Search the records for the word "trunk" and report each line that has it.

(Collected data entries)
···

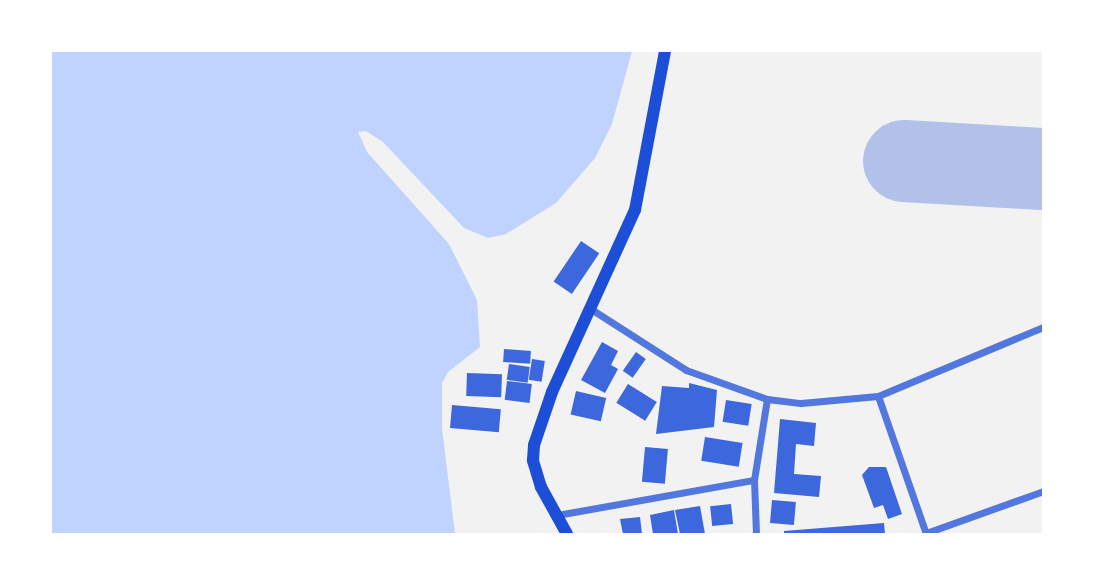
<!DOCTYPE html>
<html>
<head>
<meta charset="utf-8">
<style>
  body { margin:0 }
  #map { position:relative; width:1094px; height:585px; overflow:hidden; background:#f2f2f2; font-family:"DM Sans",sans-serif }
  div>[style] { position:absolute }
  [style*='--x'] { left:calc(var(--x)*1px); top:calc(var(--y)*1px); width:calc(var(--w)*1px); rotate:calc(var(--a)*1deg) }
  .water>* { inset:0; background:#bfd3fe }
  .taxiway>* { height:33px; margin:-16.5px; padding:0 16.5px; transform-origin:16.5px; border-radius:16.5px; background:#b2c1ea }
  .runway>* { height:82px; margin:-41px; padding:0 41px; transform-origin:41px; border-radius:41px; background:#b2c1ea }
  .building>* { inset:0; background:#3d67dc; transform-origin:0 0 }
  .minor>* { height:7px; margin:-3.5px; padding:0 3.5px; transform-origin:3.5px; border-radius:3.5px; background:#5277de }
  .trunk>* { height:12px; margin:-6px; padding:0 6px; transform-origin:6px; border-radius:6px; background:#1d4ed8 }
  span { translate:-50% -50%; white-space:nowrap; text-align:center; line-height:1.15; -webkit-text-stroke:7px #fff; paint-order:stroke }
  .frame { position:absolute; inset:0; border:52px solid #fff; pointer-events:none }
</style>
</head>
<body>
<div id="map">
  <div class="water">
    <i style="clip-path:polygon(51px 51px,632px 51px,612px 124px,595px 158px,556px 203px,506px 234px,488px 238px,464px 228px,383px 142px,366px 131px,358px 132px,367px 152px,449px 244px,477px 300px,480px 347px,448px 372px,442px 383px,442px 428px,455px 534px,51px 534px)"></i>
  </div>
  <div class="taxiway">
    <i style="--x:1033;--y:168;--w:10;--a:-17"></i>
  </div>
  <div class="runway">
    <i style="--x:904;--y:161;--w:139;--a:3.3"></i>
  </div>
  <div class="building">
    <i style="left:581px;top:241px;width:22px;height:49px;rotate:34deg"></i>
    <i style="clip-path:polygon(602px 342px,618px 351px,611px 365px,618px 369px,605px 393px,581px 380px)"></i>
    <i style="left:504px;top:349px;width:27px;height:13px;rotate:4deg"></i>
    <i style="left:636px;top:352px;width:12px;height:23px;rotate:35deg"></i>
    <i style="left:532px;top:359px;width:13px;height:21px;rotate:9deg"></i>
    <i style="left:509px;top:364px;width:21px;height:16px;rotate:8deg"></i>
    <i style="left:467px;top:373px;width:35px;height:23px;rotate:2deg"></i>
    <i style="left:507px;top:381px;width:25px;height:19px;rotate:7deg"></i>
    <i style="clip-path:polygon(689px 383px,717px 390px,714px 427px,656px 434px,662px 386px,689px 388px)"></i>
    <i style="left:628px;top:384px;width:34px;height:22px;rotate:32deg"></i>
    <i style="left:576px;top:391px;width:31px;height:24px;rotate:13deg"></i>
    <i style="left:726px;top:400px;width:26px;height:22px;rotate:9deg"></i>
    <i style="left:452px;top:405px;width:49px;height:23px;rotate:5deg"></i>
    <i style="clip-path:polygon(780px 419px,816px 423px,814px 446px,796px 444px,794px 474px,821px 476px,819px 497px,774px 493px)"></i>
    <i style="left:705px;top:437px;width:38px;height:24px;rotate:9deg"></i>
    <i style="left:645px;top:447px;width:23px;height:35px;rotate:5deg"></i>
    <i style="clip-path:polygon(869px 467px,886px 467px,902px 514px,888px 519px,883px 505px,874px 508px,862px 475px)"></i>
    <i style="left:772px;top:500px;width:24px;height:23px;rotate:5deg"></i>
    <i style="left:731px;top:504px;width:20px;height:21px;rotate:84deg"></i>
    <i style="clip-path:polygon(700px 506px,705px 534px,680px 534px,675px 510px)"></i>
    <i style="clip-path:polygon(674px 510px,678px 534px,653px 534px,650px 515px)"></i>
    <i style="clip-path:polygon(640px 517px,642px 534px,623px 534px,620px 519px)"></i>
    <i style="clip-path:polygon(884px 523px,885px 534px,784px 534px,784px 531px)"></i>
  </div>
  <div class="minor">
    <i style="--x:591;--y:309;--w:113;--a:32.7"></i>
    <i style="--x:686;--y:370;--w:86;--a:19.7"></i>
    <i style="--x:767;--y:399;--w:34;--a:7"></i>
    <i style="--x:801;--y:403;--w:77;--a:-5.2"></i>
    <i style="--x:878;--y:396;--w:179;--a:-22.7"></i>
    <i style="--x:878;--y:396;--w:146;--a:70.8"></i>
    <i style="--x:557;--y:515;--w:200;--a:-10.1"></i>
    <i style="--x:926;--y:533;--w:124;--a:-19.7"></i>
    <i style="--x:756;--y:534;--w:54;--a:-92.1"></i>
    <i style="--x:754;--y:480;--w:82;--a:-80.9"></i>
  </div>
  <div class="trunk">
    <i style="--x:567;--y:534;--w:54;--a:-119"></i>
    <i style="--x:541;--y:487;--w:28;--a:-107"></i>
    <i style="--x:533;--y:460;--w:15;--a:-86"></i>
    <i style="--x:534;--y:445;--w:56;--a:-71.2"></i>
    <i style="--x:552;--y:392;--w:200;--a:-65.5"></i>
    <i style="--x:635;--y:210;--w:162;--a:-79.3"></i>
  </div>
  <div class="frame"></div>
</div>
</body>
</html>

···

The answer
  .trunk>* { height:12px; margin:-6px; padding:0 6px; transform-origin:6px; border-radius:6px; background:#1d4ed8 }
  <div class="trunk">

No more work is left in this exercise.